Equation 1: Fold induction= (Lsample - Lblank)/(Lsolvent - Lblank)
Where:
Lsample is the luminescence reading in the test chemical well
Lblank is the luminescence reading in the blank well containing no cells and no treatment
Lsolvent is the average luminescence reading in the wells containing cells and solvent (negative) control

The EC1.5 is calculated by linear interpolation according to Equation 2, and the overall EC1.5 is calculated as the mean of the individual repetitions.

Equation 2: EC1.5 = (Cb - Ca) x [(1.5 - Ia) / (Ib - Ia)] + Ca
Where:
Ca is the lowest concentration in μM with > 1.5 fold induction
Cb is the highest concentration in μM with < 1.5 fold induction
Ia is the fold induction measured at the lowest concentration with > 1.5 fold induction (mean of three replicate wells)
Ib is the fold induction at the highest concentration with < 1.5 fold induction (mean of three replicate wells)

Viability is calculated by Equation 3:
Equation 3: Viability = 100 x (Vsample - Vblank) / (Vsolvent - V blank)
Where:
Vsample is the MTT-absorbance reading in the test chemical well
Vblank is the MTT-absorbance reading in the blank well containing no cells and no treatment
Vsolvent is the average MTT-absorbance reading in the wells containing cells and solvent (negative) control
Control IC50 and IC30 are calculated by linear interpolation, and the overall IC50 and IC30 are calculated as the mean of the individual repetitions.

In case the luciferase activity induction is larger than 1.5 fold, statistical significance is shown by using a two-tailed Student’s t-test, comparing the luminescence values for the three replicate samples with the luminescence values in the solvent (negative) control wells to determine whether the luciferase activity induction is statistically significant (p <0.05). The lowest concentration with > 1.5 fold luciferase activity induction is the value determining the EC1.5 value. It is checked in each case whether this value is below the IC30 value, indicating that there is less than 30% reduction in cellular viability at the EC1.5 determining concentration.

Data intepretation:
A KeratinoSensTM prediction is considered positive if the following 4 conditions are all met in 2 of 2 or in the same 2 of 3 repetitions, otherwise the KeratinoSensTM prediction is considered negative:
1. The Imax is higher than (>) 1.5 fold and statistically significantly different as compared to the solvent (negative) control (as determined by a two-tailed, unpaired Student’s t-test)
2. The cellular viability is higher than (>) 70% at the lowest concentration with induction of luciferase activity above 1.5 fold (i.e. at the EC1.5 determining concentration)
3. The EC1.5 value is less than (<) 1000 μM (or < 200 µg/mL for test chemicals with no defined MW)
4. There is an apparent overall dose-response for luciferase induction

Acceptance criteria:
• The luciferase activity induction obtained with the positive control, Ethylene dimethacrylate glycol, should be above the threshold of 1.5 in at least one of the tested concentrations (from 7.81 to 250 µM).
• The EC1.5 should be between 5 and 125 µM. Moreover, the induction for Ethylene dimethacrylate glycol at 250 μM should be higher than 2-fold. If the latter criterion is not fulfilled, the dose-response of Ethylene dimethacrylate glycol should be carefully checked, and tests may be accepted only if there is a clear dose-response with increasing luciferase activity induction at increasing concentrations for the positive control.
• Finally, the average coefficient of variation of the luminescence reading for the negative (solvent) control DMSO should be below 20% in each repetition which consists of 6 wells tested. If the variability is higher, results should be discarded.

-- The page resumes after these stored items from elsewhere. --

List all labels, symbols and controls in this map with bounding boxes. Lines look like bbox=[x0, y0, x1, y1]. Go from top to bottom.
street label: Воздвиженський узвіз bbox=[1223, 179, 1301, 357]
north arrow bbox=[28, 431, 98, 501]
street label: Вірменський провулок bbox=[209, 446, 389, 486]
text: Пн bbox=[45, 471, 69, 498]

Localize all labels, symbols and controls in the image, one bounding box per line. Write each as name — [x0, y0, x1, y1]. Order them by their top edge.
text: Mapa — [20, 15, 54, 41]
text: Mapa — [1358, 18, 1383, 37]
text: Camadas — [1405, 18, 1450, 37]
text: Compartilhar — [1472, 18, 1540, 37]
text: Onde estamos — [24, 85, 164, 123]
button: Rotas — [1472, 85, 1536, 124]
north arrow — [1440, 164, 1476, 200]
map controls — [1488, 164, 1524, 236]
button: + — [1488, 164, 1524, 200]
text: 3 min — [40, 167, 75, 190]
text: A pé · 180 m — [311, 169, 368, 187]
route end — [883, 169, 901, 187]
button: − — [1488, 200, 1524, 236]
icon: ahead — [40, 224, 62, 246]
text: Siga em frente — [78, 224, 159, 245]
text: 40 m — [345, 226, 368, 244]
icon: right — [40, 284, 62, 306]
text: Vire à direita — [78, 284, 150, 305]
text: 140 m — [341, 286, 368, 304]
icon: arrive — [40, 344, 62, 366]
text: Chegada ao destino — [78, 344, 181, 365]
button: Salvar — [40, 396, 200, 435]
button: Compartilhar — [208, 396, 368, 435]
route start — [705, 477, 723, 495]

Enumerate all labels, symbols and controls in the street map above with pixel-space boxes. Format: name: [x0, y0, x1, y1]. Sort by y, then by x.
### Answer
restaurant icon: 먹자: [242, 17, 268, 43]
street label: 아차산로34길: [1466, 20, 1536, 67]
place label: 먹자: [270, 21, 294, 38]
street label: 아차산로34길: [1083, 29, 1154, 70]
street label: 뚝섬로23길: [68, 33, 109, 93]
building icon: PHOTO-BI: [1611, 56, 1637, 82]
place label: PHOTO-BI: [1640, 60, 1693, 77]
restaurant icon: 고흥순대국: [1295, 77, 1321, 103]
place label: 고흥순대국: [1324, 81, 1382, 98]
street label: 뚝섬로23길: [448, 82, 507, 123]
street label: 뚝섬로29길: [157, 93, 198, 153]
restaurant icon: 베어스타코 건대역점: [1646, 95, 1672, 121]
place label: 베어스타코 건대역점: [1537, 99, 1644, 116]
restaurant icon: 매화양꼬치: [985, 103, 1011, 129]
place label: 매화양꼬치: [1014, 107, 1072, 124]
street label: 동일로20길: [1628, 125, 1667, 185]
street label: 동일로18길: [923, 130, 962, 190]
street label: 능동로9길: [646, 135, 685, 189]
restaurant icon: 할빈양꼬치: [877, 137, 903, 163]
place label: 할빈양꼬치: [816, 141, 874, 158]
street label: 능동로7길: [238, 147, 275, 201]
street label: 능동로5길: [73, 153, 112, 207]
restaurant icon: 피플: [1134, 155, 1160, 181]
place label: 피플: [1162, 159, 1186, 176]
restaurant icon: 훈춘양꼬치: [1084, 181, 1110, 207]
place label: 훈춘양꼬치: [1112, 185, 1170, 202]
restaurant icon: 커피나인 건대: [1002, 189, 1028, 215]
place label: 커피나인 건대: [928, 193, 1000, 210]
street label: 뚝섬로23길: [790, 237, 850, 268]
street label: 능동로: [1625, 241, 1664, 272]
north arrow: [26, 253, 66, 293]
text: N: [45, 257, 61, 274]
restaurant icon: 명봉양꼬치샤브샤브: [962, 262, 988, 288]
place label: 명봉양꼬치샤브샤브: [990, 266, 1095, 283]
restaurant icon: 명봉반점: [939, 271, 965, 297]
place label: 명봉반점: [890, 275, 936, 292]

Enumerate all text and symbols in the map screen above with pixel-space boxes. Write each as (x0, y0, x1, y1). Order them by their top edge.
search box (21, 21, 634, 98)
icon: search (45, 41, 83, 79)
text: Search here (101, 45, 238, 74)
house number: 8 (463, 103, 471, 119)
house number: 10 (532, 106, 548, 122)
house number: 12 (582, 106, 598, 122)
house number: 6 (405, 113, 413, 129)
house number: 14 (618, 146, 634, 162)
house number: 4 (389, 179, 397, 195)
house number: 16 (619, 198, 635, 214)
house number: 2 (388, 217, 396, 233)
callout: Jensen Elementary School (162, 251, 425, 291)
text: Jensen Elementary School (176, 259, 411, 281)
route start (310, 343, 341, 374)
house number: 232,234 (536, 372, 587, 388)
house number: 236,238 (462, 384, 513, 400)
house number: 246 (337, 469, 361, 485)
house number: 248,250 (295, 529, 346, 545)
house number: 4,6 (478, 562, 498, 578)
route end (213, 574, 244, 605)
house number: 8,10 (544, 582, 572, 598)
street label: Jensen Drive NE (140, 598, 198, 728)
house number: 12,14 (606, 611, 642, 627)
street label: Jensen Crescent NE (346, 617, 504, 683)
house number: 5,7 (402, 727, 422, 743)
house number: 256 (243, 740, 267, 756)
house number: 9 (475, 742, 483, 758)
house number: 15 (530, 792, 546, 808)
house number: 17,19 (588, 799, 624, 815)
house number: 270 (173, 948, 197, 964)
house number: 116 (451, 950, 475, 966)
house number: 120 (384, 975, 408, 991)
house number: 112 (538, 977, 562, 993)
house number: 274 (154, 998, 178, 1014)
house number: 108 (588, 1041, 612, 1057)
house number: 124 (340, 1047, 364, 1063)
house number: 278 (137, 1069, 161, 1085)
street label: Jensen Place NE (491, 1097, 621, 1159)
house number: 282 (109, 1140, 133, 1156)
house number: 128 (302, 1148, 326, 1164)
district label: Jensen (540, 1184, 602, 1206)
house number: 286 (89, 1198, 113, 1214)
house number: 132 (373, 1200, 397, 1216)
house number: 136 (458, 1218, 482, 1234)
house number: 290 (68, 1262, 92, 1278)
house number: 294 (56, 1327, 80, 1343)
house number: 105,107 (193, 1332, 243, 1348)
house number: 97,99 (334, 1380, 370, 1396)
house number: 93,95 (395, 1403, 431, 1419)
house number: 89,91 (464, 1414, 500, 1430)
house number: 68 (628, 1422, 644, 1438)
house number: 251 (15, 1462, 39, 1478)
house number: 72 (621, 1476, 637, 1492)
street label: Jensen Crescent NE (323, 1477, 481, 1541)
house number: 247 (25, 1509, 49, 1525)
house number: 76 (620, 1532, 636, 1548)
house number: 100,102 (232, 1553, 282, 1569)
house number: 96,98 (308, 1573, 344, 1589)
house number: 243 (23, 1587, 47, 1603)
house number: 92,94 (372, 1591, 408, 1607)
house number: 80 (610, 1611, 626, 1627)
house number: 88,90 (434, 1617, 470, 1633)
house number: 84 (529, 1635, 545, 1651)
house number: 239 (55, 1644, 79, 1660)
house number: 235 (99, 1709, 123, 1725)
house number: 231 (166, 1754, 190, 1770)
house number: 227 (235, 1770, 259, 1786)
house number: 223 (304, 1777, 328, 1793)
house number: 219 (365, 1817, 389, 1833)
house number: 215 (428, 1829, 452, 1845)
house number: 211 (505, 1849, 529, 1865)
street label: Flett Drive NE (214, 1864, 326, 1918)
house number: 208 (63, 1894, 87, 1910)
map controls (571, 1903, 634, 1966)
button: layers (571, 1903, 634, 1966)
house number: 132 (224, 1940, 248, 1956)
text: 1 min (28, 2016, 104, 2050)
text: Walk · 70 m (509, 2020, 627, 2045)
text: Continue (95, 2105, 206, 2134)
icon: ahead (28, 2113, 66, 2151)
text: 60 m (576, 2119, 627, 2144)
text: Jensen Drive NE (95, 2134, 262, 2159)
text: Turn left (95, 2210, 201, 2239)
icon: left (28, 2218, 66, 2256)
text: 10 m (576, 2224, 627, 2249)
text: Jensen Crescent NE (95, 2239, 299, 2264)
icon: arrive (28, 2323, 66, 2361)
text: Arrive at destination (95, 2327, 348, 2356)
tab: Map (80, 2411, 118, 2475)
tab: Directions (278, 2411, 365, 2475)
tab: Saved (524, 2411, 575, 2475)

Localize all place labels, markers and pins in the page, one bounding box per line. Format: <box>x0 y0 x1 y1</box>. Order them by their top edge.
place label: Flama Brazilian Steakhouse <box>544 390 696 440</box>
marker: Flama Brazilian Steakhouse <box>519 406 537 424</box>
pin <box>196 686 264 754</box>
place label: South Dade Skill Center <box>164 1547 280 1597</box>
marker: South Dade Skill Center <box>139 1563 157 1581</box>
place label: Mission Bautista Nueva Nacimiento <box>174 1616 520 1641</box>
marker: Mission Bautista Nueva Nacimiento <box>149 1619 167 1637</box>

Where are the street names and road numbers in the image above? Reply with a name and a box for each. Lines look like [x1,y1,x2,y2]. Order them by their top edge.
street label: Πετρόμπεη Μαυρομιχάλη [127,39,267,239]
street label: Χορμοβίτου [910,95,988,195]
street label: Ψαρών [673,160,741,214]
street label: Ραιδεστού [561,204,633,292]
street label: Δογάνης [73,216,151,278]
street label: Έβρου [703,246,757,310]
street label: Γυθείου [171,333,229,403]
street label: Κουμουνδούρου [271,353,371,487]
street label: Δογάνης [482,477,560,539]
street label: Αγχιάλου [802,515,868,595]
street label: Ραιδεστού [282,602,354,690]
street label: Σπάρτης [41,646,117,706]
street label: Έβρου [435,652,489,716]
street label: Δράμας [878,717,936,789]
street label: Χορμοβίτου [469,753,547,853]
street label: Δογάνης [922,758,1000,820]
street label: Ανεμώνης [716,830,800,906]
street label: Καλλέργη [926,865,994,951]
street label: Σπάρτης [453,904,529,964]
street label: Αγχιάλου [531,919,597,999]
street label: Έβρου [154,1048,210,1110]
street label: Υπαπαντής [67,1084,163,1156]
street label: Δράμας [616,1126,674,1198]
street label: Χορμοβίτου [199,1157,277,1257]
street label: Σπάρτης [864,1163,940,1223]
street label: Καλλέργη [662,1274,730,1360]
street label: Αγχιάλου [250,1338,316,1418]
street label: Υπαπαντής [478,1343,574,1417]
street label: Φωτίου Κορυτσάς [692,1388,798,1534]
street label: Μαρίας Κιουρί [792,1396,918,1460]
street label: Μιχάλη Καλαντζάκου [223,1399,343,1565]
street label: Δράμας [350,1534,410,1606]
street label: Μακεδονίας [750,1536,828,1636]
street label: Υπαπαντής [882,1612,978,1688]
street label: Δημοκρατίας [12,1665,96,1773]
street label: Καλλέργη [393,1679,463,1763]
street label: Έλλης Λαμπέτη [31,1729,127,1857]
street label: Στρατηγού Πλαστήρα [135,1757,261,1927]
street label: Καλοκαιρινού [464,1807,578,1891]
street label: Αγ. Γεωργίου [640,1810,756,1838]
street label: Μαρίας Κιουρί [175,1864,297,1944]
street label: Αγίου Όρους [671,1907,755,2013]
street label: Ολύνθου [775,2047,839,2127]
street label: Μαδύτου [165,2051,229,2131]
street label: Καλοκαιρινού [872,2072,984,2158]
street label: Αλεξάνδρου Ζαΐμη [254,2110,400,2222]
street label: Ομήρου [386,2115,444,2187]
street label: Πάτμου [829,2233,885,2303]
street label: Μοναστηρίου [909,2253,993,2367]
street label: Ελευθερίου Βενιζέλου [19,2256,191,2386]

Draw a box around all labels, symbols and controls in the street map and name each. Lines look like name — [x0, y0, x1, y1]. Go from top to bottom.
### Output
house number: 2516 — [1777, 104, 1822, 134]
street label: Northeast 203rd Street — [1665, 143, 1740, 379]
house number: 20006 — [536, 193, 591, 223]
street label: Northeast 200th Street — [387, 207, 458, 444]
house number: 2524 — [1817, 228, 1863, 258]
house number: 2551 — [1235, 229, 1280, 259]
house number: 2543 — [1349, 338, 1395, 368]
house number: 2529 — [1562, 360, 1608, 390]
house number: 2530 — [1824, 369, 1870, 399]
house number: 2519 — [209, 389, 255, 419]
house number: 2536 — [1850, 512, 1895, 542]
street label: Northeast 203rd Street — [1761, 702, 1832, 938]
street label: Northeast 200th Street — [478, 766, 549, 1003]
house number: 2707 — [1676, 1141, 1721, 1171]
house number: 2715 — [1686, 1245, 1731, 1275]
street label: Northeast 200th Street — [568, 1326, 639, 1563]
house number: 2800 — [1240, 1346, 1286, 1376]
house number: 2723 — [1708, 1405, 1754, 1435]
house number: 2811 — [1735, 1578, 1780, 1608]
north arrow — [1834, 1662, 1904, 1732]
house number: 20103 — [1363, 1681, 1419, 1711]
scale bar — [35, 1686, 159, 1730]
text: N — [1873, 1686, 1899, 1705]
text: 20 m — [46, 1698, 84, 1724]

Negative results obtained with concentrations < 1000 µM should be considered as inconclusive.
Key result
Run / experiment:
other: Experiment 1, 2000 µM
Parameter:
other: Imax
Value:
1.66
Vehicle controls validity:
valid
Negative controls validity:
valid
Positive controls validity:
valid
Remarks on result:
other: first criterion of positive result is met
Key result
Run / experiment:
other: Experiment 1
Parameter:
other: EC1.5, µM
Value:
1 724
Vehicle controls validity:
valid
Negative controls validity:
valid
Positive controls validity:
valid
Remarks on result:
other: third criterion of positive result is not met
Key result
Run / experiment:
other: Experiment 2, 2000 µM
Parameter:
other: Imax
Value:
0.87
Vehicle controls validity:
valid
Negative controls validity:
valid
Positive controls validity:
valid
Remarks on result:
other: first criterion for positive result is not met
Other effects / acceptance of results:
ACCEPTANCE OF RESULTS:
- Acceptance criteria met for negative control: yes. The average coefficient of variation of the luminescence reading for the negative (solvent) control DMSO was below 20% (9.0% and 10.4% in experiment 1 and 2, respectively).
- Acceptance criteria met for positive control: yes. The luciferase activity induction obtained with the positive control, Ethylene dimethacrylate glycol, was above the threshold of 1.5-fold in at least one concentration. The EC1.5 of the positive control was between 5 and 125 µM (109 µM and 106 µM in experiment 1 and 2, respectively). In the first experiment, the induction at 250 µM was with 1.79 just below 2-fold, nevertheless a clear dose response was observed. In experiment 2 the induction at 250 µM was higher than 2-fold and a dose response was observed.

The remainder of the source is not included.